INTRODUCTION
Achalasia is an esophageal motility disorder of unknown etiology1. Case-control analysis has revealed that antecedent viral infections are significantly more prevalent in achalasia than in control patients (p < 0.0001); moreover, diseases caused by varicella zoster virus (VZV; the cause of varicella and zoster) are by far the most prevalent of viral infections (77.4%; p < 0.0001)2. Antibody titers to VZV in patients with achalasia are significantly higher than those of age- and sex-matched controls and in-situ hybridization has revealed VZV DNA in neurons of the achalasia esophagus3. VZV establishes latency in peripheral neurons after varicella or administration of live attenuated varicella vaccine4. Cutaneous zoster results from VZV reactivation in skin-projecting neurons, however, VZV reactivation in enteric neurons, which lack cutaneous projections, causes enteric zoster, which may lack a rash and thus escape suspicion4, 5. We therefore investigated the possibility that VZV (enteric zoster) might be linked to achalasia.
METHODS
Upper endoscopy and high-resolution manometry were used to diagnose achalasia according to the Chicago Classification v4.01. Nine male and 6 female patients with the following phenotypes were analyzed: Type I achalasia (n=3), Type II Achalasia (n=8), Type III Achalasia (n=4) (Supplemental Table 1). No patient had received a varicella vaccine. To determine whether DNA, transcripts, and proteins encoded by late VZV genes are present in the esophagus in achalasia, we used nested PCR, RT-PCR, and immunocytochemistry to analyze lower esophageal sphincter (LES) musculature resected during clinically indicated Heller myotomies5, 6. We also determined whether salivary VZV DNA, a marker of active VZV infections that is absent from control saliva5, 6, was present prior to surgery in the same patients.
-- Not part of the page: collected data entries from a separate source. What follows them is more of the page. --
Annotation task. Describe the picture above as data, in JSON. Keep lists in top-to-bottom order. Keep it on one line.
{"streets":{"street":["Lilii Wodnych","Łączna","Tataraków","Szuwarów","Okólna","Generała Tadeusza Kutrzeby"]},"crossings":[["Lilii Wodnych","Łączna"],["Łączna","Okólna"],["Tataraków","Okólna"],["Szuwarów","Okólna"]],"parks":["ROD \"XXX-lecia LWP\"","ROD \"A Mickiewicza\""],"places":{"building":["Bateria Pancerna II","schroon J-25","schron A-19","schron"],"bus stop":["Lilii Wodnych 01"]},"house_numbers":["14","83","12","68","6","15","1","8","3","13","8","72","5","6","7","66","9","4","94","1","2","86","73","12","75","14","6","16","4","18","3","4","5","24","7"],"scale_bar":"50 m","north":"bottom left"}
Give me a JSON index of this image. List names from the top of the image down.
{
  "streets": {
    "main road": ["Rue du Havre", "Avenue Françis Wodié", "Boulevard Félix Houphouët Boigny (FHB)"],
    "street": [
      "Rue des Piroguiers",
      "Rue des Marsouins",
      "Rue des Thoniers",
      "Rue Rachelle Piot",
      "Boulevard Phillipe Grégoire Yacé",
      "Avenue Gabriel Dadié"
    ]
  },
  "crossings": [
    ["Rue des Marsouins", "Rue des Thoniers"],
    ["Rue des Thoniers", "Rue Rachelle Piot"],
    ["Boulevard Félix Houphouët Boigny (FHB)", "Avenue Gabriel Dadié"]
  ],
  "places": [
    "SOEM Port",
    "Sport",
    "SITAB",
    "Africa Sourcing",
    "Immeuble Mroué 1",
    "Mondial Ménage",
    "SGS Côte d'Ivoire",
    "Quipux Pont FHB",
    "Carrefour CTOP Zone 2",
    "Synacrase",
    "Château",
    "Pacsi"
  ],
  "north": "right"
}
Control saliva was obtained from 2 male and 3 female healthy adults (age 70.5–81).
RESULTS
A significant proportion of patients (12/15, 80%) was found to have detectable salivary VZV DNA, whereas no salivary VZV was detected in the current controls (0/5, p < 0.004); or in those published previously (0/139, p < 0.001)5, 7. A large proportion of the cohort of patients with achalasia was found to have transcripts encoding VZV late gene products (ORF 40 or ORF67) in surgically excised esophageal tissue (Supplemental Table 2; 13/15, 87%). This proportion was similar to that with salivary VZV DNA. Transcripts encoding VZV gene products were found in the esophagus of all but one of the patients with salivary VZV DNA and salivary VZV DNA was found in all but one of the patients in whom transcripts were detected. The proportion of patients in whom VZV DNA was detected in resected esophageal tissue was not significantly different (Fisher’s exact test) from that of VZV transcripts (Supplemental Table 2; 7/15, 44%).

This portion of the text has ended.